(TASK INPUT)

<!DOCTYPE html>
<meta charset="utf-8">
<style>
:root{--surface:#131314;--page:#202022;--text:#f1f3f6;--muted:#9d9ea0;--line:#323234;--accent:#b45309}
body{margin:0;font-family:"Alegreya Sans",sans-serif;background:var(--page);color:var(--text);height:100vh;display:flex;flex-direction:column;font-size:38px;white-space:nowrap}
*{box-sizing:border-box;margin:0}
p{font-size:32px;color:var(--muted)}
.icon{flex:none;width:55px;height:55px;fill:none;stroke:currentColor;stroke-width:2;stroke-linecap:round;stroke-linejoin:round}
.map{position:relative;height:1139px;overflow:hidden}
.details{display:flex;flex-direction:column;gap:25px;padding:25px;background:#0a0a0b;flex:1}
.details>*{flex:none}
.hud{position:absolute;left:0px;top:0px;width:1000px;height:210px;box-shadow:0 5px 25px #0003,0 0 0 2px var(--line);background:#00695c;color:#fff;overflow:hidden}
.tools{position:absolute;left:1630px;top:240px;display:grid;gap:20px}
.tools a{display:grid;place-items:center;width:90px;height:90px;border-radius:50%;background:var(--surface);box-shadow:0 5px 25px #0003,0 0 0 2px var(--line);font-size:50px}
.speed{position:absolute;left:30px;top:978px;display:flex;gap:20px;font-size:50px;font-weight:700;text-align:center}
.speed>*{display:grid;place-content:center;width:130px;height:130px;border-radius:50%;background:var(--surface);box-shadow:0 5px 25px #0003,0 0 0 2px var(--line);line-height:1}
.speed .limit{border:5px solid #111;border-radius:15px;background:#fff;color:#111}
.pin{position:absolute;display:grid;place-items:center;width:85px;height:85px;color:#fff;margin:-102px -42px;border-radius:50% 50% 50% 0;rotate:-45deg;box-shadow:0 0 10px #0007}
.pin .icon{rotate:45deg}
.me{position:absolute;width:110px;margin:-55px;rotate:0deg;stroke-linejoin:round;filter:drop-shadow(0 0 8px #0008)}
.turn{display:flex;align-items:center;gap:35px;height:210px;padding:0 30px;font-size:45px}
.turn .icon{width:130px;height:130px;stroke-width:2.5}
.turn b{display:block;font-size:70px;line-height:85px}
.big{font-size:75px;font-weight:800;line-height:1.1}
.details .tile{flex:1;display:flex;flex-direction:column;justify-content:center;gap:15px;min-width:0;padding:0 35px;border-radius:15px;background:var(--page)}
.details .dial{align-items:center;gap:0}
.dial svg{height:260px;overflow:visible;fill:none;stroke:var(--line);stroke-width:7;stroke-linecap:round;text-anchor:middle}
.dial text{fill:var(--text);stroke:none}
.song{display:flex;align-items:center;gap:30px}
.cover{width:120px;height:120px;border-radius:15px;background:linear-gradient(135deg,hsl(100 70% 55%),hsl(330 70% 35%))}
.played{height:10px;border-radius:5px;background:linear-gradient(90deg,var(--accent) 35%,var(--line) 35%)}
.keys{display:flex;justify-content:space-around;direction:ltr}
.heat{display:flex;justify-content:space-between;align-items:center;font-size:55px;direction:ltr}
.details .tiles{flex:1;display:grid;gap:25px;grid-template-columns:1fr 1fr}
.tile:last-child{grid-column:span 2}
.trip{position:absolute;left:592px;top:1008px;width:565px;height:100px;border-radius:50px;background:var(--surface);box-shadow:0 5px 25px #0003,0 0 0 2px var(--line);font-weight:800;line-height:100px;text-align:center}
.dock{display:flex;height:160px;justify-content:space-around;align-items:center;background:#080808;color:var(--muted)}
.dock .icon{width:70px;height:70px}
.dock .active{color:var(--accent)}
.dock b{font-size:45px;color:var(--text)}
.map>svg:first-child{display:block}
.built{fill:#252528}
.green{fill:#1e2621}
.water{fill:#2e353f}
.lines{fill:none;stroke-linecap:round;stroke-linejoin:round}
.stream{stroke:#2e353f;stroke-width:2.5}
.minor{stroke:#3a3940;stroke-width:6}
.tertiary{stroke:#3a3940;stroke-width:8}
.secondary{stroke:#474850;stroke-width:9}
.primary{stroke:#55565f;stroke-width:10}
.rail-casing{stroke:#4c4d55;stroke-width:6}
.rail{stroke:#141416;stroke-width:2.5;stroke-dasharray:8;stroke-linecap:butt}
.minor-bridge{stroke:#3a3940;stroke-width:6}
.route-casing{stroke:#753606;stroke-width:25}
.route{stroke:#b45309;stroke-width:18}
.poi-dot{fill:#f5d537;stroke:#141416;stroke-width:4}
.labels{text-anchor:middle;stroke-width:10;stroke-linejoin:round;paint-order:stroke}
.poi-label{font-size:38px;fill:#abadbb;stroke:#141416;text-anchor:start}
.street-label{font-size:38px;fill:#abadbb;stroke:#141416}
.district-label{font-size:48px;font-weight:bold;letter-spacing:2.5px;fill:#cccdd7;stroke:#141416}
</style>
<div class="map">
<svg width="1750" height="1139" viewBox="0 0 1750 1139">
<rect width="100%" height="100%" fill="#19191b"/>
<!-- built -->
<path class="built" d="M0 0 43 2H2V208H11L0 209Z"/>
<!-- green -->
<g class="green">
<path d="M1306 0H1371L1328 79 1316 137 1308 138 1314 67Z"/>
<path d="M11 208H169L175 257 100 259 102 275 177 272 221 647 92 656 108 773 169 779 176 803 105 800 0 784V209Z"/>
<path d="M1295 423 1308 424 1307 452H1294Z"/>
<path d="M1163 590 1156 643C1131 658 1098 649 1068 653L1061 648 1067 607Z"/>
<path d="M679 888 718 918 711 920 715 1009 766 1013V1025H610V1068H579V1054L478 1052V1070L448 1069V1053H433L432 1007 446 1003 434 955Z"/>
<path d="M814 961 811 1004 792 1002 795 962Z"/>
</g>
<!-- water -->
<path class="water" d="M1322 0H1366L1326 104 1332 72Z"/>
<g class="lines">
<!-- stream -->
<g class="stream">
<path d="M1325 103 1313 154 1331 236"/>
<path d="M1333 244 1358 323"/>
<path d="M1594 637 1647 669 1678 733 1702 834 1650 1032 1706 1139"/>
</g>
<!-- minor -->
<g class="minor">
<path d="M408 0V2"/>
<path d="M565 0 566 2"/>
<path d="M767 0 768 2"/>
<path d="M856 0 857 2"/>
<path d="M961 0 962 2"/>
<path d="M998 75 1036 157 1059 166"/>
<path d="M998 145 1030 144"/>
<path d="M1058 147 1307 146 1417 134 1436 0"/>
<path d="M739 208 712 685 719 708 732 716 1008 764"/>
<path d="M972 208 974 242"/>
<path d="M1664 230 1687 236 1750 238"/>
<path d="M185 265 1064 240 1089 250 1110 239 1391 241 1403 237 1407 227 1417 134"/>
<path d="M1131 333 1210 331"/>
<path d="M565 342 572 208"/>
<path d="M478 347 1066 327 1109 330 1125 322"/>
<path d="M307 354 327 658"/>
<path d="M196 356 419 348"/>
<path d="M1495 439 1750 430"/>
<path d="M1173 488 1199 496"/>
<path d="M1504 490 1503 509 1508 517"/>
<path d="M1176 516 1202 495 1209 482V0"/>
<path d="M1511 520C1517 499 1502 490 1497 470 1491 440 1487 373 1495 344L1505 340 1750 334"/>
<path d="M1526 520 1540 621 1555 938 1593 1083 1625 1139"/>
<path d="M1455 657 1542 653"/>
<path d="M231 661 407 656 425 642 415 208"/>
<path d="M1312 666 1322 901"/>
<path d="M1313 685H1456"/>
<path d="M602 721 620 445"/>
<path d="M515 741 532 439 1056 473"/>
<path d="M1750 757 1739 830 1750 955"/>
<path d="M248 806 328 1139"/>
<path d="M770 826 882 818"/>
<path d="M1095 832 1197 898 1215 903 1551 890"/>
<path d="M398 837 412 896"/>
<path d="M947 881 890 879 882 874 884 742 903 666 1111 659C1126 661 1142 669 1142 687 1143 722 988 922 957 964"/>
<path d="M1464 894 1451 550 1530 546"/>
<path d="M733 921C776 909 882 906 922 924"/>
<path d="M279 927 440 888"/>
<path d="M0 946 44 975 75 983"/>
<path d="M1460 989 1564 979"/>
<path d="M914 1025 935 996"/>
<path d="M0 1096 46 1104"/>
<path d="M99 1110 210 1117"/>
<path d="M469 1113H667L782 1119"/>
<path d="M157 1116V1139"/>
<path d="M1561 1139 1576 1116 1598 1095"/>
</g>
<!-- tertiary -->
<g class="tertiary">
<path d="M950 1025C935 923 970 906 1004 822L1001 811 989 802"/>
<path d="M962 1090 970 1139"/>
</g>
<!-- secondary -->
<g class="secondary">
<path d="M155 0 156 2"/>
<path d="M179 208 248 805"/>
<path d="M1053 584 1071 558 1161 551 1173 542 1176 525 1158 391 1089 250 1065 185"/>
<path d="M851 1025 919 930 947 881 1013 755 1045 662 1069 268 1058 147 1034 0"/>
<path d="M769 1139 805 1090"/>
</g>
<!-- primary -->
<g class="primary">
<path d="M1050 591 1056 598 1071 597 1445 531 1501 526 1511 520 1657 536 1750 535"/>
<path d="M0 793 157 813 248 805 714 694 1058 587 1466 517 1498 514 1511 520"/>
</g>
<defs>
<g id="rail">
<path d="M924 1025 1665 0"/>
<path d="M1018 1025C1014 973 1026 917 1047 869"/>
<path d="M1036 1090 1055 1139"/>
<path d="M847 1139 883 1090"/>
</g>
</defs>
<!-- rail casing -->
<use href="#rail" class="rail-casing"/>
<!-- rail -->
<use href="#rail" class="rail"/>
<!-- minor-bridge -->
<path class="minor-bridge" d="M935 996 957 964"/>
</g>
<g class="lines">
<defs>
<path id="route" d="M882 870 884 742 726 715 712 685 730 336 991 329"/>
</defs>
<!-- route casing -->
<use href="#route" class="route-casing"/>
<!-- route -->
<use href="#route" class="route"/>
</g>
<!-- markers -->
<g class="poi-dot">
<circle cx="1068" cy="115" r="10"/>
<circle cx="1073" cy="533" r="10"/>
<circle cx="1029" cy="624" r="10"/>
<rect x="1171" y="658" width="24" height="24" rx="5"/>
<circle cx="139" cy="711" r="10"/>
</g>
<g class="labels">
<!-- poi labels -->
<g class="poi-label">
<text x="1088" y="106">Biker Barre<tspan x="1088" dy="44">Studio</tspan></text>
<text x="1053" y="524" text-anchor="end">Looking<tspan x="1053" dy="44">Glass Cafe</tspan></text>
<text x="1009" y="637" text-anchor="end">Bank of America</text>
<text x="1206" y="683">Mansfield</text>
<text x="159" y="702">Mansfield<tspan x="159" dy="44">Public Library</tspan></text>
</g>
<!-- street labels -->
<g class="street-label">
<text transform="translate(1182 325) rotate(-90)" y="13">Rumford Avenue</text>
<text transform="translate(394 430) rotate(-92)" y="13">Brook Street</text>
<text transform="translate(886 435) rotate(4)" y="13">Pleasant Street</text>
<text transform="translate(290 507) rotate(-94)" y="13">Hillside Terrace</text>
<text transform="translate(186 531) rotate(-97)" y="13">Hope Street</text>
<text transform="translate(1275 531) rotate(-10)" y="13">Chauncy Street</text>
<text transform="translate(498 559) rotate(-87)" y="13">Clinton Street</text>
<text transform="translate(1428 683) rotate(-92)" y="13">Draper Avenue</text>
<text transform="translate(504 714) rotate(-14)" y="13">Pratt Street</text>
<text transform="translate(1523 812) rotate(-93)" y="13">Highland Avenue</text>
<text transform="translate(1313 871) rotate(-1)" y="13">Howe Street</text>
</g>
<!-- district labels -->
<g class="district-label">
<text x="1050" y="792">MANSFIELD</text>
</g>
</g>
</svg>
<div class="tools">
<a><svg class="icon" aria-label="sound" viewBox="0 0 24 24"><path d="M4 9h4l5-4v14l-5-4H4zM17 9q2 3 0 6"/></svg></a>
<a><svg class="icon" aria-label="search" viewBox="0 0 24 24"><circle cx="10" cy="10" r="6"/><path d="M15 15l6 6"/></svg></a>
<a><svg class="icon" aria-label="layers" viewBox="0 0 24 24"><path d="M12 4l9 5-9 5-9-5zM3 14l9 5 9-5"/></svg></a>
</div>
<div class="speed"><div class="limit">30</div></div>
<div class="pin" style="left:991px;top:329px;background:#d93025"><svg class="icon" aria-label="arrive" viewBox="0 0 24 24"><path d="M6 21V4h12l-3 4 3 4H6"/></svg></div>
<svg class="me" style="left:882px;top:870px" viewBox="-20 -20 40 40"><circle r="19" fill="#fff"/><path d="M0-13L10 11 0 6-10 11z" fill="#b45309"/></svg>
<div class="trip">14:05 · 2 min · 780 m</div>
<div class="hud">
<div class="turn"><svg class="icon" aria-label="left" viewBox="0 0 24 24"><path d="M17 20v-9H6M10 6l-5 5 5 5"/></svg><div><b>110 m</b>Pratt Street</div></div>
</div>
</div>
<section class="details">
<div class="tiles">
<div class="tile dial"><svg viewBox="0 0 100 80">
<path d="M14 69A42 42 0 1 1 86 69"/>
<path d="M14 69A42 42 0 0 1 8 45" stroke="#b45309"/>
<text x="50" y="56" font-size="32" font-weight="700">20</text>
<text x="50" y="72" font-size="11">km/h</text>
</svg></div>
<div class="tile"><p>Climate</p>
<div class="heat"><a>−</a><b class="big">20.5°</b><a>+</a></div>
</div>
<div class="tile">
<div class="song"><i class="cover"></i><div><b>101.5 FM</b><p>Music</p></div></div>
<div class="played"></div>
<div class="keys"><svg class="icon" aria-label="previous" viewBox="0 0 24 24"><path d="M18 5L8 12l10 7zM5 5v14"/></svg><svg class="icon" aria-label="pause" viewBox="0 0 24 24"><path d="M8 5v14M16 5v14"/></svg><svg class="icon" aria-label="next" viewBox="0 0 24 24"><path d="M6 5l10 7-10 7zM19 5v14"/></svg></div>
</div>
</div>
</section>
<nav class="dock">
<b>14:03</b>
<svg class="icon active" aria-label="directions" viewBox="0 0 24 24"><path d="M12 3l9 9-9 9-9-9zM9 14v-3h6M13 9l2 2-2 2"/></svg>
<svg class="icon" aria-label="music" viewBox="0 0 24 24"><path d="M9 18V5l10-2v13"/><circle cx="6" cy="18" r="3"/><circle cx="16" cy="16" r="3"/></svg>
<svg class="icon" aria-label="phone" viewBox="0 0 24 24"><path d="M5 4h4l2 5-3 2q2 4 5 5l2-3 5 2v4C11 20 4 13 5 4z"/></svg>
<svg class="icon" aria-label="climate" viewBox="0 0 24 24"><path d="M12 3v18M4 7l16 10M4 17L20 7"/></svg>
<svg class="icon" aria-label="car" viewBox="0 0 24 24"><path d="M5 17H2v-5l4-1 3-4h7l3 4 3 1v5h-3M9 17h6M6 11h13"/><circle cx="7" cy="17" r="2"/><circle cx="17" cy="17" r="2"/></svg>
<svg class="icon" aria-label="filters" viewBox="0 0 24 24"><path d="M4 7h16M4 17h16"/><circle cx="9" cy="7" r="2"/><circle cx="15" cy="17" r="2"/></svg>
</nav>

(End TASK INPUT)

- REQUIREMENT
Search the material above for the word "gradient", and return each line that holds it.

- RESPONSE TO THIS TASK
.cover{width:120px;height:120px;border-radius:15px;background:linear-gradient(135deg,hsl(100 70% 55%),hsl(330 70% 35%))}
.played{height:10px;border-radius:5px;background:linear-gradient(90deg,var(--accent) 35%,var(--line) 35%)}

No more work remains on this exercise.